Smedley voted in May for the two successful magistrate candidates, Miller and Stuart Brown. She said she told the finance staff "I didn't think it was worth going after the money" paid in error.

Beck objected.

"I bought a $35 shelf at a thrift store with discretionary money and [the finance department] is raising hell with me saying I have to turn it in because it belongs to the county," said Beck, who leaves office at the end of the month.

"That's the way it is, if you owe the county something, you give the county theirs back," he said.

Graham said Fairbanks and Smedley didn't have authority to make that decision.

"It takes five votes. It needs to be voted on," he said.

Boyd asked Fairbanks in the committee meeting to add a resolution to Wednesday's agenda for a vote.

How it happened

Mayor Jim Coppinger, with Taylor and the heads of finance and human resources on speakerphone, told the Times Free Press on Wednesday the problem came out of a paperwork slip-up.

The commission created the magistrate program years ago to ease jail overcrowding by having someone there on nights and weekends who can sign warrants and set bail. It's the only program the commission runs.

The commission voted in 2013 to change magistrate leave to a use-or-lose policy, but didn't send a form signed by the commission chair to human resources so the change could take effect, Coppinger said.
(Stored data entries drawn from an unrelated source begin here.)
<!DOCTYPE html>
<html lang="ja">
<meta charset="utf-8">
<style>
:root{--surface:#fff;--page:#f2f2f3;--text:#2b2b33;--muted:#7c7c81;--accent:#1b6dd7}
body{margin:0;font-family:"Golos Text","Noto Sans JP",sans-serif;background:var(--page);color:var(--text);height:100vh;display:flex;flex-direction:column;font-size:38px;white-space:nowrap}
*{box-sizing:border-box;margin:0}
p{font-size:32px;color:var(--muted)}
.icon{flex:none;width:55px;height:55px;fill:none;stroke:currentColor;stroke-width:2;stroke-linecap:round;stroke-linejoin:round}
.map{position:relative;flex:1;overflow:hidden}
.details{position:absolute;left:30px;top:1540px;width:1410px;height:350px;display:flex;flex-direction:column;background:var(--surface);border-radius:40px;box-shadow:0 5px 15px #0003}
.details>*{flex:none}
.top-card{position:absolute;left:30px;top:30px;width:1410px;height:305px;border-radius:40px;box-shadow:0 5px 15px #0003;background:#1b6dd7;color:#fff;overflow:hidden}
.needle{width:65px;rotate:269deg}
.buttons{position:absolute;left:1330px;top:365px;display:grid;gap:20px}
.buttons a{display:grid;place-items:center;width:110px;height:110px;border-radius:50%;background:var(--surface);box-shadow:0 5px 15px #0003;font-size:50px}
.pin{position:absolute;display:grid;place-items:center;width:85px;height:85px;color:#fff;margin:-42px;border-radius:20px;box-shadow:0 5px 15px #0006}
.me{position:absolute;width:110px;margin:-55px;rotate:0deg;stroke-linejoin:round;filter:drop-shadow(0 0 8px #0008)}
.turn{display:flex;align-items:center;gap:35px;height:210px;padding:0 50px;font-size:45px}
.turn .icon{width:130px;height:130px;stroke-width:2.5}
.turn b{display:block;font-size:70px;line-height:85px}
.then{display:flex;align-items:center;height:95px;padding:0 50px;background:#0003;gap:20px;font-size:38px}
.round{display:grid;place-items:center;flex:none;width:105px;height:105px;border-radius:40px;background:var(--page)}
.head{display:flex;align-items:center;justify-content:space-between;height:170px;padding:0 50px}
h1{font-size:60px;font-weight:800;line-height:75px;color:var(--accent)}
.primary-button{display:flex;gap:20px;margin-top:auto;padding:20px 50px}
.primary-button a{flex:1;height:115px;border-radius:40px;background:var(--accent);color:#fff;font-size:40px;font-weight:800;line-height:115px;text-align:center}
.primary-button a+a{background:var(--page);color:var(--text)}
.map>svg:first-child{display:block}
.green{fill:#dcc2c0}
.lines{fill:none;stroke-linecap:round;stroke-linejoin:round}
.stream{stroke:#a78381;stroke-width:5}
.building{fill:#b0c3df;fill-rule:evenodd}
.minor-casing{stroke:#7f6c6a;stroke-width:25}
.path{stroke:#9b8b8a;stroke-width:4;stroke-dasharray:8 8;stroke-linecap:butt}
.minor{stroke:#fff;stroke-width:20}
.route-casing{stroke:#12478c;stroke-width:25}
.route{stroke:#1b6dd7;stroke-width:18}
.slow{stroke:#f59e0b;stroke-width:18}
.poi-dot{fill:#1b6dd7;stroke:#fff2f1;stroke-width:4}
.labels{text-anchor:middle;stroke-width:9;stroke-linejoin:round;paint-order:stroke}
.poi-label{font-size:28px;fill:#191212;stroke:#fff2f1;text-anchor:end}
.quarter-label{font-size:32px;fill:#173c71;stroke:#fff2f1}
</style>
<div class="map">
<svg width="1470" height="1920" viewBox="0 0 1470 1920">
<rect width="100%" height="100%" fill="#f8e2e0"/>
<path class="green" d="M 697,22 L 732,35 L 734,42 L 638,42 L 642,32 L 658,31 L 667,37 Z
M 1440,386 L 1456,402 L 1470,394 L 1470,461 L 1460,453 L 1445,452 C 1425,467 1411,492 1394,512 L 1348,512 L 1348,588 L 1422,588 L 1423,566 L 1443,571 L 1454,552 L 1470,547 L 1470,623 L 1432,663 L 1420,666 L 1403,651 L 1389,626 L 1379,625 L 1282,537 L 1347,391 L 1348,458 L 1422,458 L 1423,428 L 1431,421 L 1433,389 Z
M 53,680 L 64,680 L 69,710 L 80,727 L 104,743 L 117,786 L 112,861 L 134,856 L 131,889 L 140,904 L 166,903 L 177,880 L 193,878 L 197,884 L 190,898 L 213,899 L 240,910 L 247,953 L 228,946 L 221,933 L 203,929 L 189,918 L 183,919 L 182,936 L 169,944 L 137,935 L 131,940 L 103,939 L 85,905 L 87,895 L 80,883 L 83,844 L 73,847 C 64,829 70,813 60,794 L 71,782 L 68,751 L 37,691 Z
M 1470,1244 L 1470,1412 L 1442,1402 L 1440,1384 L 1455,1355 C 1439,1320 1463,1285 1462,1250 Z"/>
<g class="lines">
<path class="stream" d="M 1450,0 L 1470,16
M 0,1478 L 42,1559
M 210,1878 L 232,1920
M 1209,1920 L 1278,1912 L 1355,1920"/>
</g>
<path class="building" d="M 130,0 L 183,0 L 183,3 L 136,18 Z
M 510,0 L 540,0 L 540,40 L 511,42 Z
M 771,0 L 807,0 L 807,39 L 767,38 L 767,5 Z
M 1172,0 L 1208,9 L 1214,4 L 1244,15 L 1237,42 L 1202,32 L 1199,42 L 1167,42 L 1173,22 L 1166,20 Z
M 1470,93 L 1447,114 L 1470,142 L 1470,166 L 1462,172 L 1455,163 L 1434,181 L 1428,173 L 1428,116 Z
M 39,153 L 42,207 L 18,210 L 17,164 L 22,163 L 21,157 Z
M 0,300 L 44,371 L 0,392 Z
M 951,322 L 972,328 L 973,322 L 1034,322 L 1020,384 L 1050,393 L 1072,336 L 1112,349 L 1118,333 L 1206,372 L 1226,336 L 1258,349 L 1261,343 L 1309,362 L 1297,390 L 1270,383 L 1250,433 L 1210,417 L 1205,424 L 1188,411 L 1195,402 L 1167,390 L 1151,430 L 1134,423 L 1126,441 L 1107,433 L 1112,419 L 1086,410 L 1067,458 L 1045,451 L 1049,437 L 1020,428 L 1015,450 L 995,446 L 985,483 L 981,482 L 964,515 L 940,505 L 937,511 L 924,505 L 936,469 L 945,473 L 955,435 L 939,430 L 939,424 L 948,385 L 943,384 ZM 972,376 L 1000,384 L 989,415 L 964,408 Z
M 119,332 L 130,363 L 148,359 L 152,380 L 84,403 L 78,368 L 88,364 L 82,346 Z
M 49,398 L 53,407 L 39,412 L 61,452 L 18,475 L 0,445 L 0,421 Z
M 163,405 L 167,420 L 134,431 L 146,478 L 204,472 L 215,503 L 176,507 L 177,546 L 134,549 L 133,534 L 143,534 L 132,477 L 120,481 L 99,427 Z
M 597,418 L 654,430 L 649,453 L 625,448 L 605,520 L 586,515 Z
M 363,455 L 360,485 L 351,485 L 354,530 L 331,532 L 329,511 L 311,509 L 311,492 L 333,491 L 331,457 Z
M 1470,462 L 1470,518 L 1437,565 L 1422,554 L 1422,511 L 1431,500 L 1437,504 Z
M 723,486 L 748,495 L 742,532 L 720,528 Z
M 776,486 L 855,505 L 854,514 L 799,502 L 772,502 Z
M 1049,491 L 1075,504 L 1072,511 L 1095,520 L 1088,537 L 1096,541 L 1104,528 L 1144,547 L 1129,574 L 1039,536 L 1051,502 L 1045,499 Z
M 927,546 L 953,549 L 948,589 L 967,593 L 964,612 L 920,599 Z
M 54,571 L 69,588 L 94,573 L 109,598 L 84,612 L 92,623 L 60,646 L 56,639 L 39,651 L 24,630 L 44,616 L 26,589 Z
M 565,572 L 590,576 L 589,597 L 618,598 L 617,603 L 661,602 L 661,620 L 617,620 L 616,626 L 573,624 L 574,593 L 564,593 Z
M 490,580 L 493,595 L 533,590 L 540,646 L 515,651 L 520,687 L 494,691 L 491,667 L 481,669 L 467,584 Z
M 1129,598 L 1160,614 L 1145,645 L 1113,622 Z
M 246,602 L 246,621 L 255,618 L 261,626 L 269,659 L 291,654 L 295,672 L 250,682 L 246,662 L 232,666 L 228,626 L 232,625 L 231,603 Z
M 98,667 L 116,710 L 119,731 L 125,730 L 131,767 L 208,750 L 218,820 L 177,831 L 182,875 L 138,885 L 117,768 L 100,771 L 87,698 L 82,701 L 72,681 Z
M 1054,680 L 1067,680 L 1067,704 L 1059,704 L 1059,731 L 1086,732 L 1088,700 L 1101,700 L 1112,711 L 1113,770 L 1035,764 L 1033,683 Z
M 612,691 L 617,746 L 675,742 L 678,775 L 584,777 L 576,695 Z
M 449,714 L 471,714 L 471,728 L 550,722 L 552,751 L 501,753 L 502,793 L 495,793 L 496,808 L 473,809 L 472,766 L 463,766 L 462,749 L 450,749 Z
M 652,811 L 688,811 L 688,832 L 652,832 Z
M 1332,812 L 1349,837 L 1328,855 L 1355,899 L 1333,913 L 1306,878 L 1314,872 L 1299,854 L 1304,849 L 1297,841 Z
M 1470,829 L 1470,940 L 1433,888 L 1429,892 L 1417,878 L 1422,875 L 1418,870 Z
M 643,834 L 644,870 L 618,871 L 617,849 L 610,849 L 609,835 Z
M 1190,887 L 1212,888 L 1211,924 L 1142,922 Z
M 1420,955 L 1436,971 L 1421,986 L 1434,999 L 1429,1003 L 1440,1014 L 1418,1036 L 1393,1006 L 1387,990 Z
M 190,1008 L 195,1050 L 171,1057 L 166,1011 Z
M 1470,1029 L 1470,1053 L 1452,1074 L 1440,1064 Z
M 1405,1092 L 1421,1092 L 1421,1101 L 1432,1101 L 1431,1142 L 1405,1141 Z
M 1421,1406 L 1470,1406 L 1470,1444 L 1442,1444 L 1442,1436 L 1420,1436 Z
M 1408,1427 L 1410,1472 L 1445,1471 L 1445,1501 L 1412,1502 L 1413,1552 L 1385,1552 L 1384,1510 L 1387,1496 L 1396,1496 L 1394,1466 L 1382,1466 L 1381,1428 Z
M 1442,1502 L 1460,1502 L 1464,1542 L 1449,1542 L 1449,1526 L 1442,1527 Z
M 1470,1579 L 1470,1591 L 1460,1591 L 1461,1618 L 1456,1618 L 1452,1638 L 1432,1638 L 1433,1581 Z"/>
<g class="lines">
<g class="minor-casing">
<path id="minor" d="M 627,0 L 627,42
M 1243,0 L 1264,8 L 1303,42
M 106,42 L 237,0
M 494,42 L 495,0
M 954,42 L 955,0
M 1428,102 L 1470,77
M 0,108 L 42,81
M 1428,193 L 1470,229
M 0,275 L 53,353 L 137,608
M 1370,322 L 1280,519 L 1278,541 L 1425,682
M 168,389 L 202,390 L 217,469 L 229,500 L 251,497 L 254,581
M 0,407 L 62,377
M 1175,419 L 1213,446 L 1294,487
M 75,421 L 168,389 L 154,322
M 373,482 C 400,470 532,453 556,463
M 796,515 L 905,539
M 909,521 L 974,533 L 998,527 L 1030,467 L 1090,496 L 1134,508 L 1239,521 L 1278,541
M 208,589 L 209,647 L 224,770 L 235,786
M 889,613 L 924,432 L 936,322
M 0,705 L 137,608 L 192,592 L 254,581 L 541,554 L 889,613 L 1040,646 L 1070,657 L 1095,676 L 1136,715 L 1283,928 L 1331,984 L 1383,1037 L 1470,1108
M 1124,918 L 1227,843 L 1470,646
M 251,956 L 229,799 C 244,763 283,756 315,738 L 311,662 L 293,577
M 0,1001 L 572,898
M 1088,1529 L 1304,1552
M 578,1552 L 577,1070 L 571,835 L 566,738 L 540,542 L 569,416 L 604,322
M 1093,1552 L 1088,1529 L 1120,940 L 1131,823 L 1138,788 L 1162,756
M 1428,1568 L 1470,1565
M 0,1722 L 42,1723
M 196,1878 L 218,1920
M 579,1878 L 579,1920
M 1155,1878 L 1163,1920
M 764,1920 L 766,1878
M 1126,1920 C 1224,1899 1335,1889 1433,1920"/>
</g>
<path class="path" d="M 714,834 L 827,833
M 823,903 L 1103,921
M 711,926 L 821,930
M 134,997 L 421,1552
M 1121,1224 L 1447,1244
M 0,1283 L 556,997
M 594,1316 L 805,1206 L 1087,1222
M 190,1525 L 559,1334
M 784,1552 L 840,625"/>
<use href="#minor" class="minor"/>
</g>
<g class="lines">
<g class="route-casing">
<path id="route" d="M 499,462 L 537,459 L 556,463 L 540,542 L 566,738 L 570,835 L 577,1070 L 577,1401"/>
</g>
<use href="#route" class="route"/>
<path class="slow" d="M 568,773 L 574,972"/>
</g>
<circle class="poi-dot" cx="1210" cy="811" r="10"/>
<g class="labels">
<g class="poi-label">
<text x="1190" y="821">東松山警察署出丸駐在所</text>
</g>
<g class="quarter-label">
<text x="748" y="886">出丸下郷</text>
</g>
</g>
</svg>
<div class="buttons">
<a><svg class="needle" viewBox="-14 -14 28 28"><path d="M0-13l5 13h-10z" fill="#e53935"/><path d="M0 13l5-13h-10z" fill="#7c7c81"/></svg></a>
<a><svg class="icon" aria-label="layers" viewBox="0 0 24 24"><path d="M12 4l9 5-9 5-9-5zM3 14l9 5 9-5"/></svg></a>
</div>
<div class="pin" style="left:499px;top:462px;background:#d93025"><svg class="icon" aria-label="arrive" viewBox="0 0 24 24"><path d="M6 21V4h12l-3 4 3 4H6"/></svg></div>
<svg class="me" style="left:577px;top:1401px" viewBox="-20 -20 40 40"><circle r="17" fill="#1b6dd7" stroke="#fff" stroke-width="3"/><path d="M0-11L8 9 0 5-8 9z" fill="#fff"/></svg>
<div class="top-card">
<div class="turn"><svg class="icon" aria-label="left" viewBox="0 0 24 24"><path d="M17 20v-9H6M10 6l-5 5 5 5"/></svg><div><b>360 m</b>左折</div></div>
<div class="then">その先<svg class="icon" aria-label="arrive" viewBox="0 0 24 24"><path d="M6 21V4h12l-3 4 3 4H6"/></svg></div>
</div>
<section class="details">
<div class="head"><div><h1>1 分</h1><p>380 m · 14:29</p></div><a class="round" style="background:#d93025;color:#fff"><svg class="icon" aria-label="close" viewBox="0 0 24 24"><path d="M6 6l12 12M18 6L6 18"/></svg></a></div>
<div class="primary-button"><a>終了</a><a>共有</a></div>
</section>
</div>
That duty should have fallen to the chief magistrate, then Randy Russell, who works for the commission and administers the program, he added.

"We're totally independent on the information they provide us," Coppinger said.

Russell said Wednesday he was surprised by the whole thing.

"After seven and a half years, this is the first I'm hearing about it," he said.

He also seemed unaware of the 2013 switch to use-it-or-lose-it vacation for magistrates.

"Every magistrate that's been in the the program, their balance [of unused leave] has been paid, no questions asked," he said. "For them to be bringing it up now just doesn't' make any sense."

Asked how he would react if asked to pay back the money, Russell declined comment.

"I'll just have to wait and see what the commission does," he said.